Kur’ân, zaman ve mekân üstü duruşuyla bütün insanlığa konuşur. Her zamanın, her zeminin ve her neslin Kur’ân’da bir nasibi vardır. Kur’ân insanların hayatında devlet olsun, kıyamete kadar insanlar arasında hükümleri uygulansın ve yürürlükte kalsın diye gönderilmiştir. Günümüzde Kur’ân’a uyarlanmak istenen tarihsellik, Yunan felsefesinden kaynaklanmış olan mülevves bir metod olup Kur’ân’ı belli bir zamanla ve mekânla mukayyed kılma kurnazlığıdır. Yani Kur’ân’sız bir hayat yaşamak isteyenlerin kavgasıdır.
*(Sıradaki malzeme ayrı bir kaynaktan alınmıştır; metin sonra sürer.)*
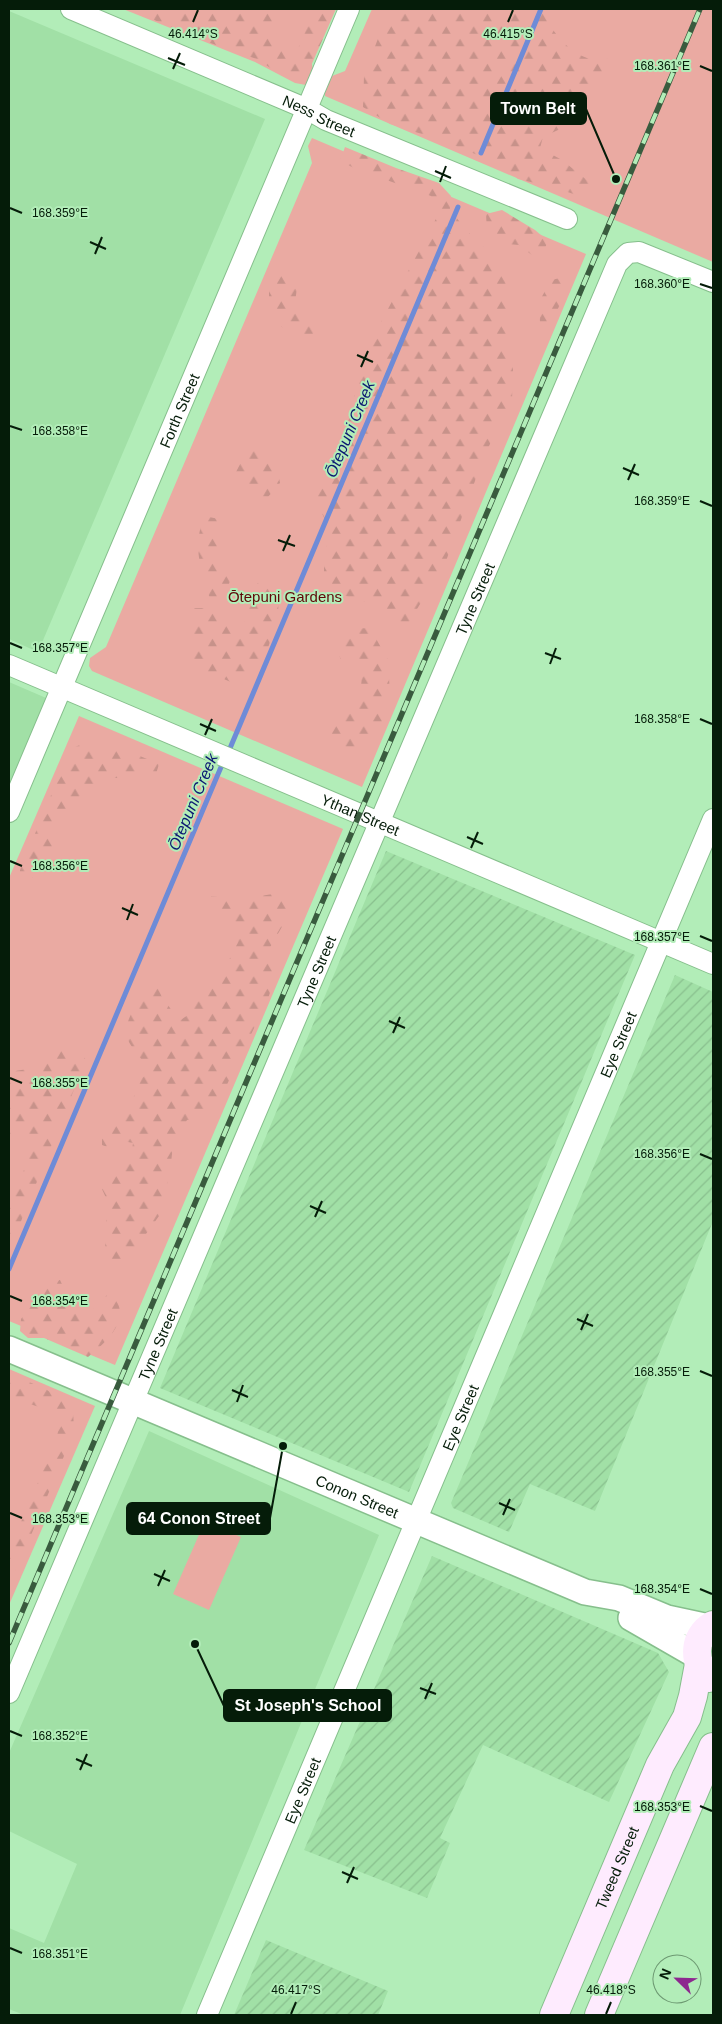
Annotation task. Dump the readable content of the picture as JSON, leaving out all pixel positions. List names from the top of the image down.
{
  "streets": {
    "main road": ["Conon Street", "Tweed Street"],
    "street": [
      "Ness Street",
      "Forth Street",
      "Tyne Street",
      "Ythan Street",
      "Eye Street"
    ]
  },
  "crossings": [
    ["Ness Street", "Forth Street"],
    ["Forth Street", "Ythan Street"],
    ["Tyne Street", "Ythan Street"],
    ["Tyne Street", "Conon Street"],
    ["Ythan Street", "Eye Street"],
    ["Eye Street", "Conon Street"],
    ["Conon Street", "Tweed Street"]
  ],
  "water": ["Ōtepuni Creek"],
  "parks": ["Ōtepuni Gardens"],
  "places": ["Town Belt", "64 Conon Street", "St Joseph's School"],
  "north": "top left",
  "coordinates": [
    "46.414°S",
    "46.415°S",
    "168.361°E",
    "168.359°E",
    "168.360°E",
    "168.358°E",
    "168.357°E",
    "168.356°E",
    "168.355°E",
    "168.354°E",
    "168.353°E",
    "168.352°E",
    "168.351°E",
    "46.417°S",
    "46.418°S"
  ]
}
Tarihsellik kavramının arkasına gizlenerek “Kur’ân’da irab hataları vardır. Müsteşrik Rudi Paret’in dediği gibi, Kur’an Allah Rasûlü tarafından Ahd-i Atik’ten bir uyarlamadır. Muhammed, Kitâb-ı Mukaddes’teki malzemeyi iktibas ederken, Eski-Ahit yazarlarının (Chronisten) edebi hikâyeciliğiyle rekabet etmek gibi bir amaç taşımıyordu. Kur’an lafzı Allah’a ait olduğu takdirde Allah’ın doğrudan savaş, cihad ve kıtalı emretmiş olması gerekecektir. Oysa Allah, ahlaki olarak bundan münezzehtir. Kur’an’ın hem lafız hem mana itibariyle inzal edildiğini kabul etmek, cihad ve kıtal meselesinde kullanılan politik dilin bizzat Allah’a ait olduğunu söylemeyi gerektirir. Vahyin salt mana ve mefhum olarak inzal edildiğini kabul etmek ise söz konusu dilin Hz. Peygamber tarafından formüle edildiğini, dolayısıyla Allah katından genel muhteva ve perspektif olarak aldığı vahyin ışığında konjonktürel gelişmelerle ilgili yol haritasını kendisinin belirlediğini söylemek gerekir ki bize göre bu ikinci ihtimal daha makul görünmektedir. Aksi takdirde ‘Allah’ın ahlâkîliği’ meselesi gündeme gelir” iddiasında bulunmak, mürtedliği ve mürteciliği garantilemektir. Kur’ân lafzı, manası ve maksadıyla Allah kelamıdır. Kur’ân, Peygamberin sözü değildir. Kur’ân ayetlerine Peygamber sözü demek küfür olduğu gibi, Peygamberin irad buyurduğu hadise bile Kur’ân denemez, denirse küfür olur. (Hak Dini Kur’ân Dili/M. Hamdi Yazır, C:1, Sh: 15, İst/ 1971)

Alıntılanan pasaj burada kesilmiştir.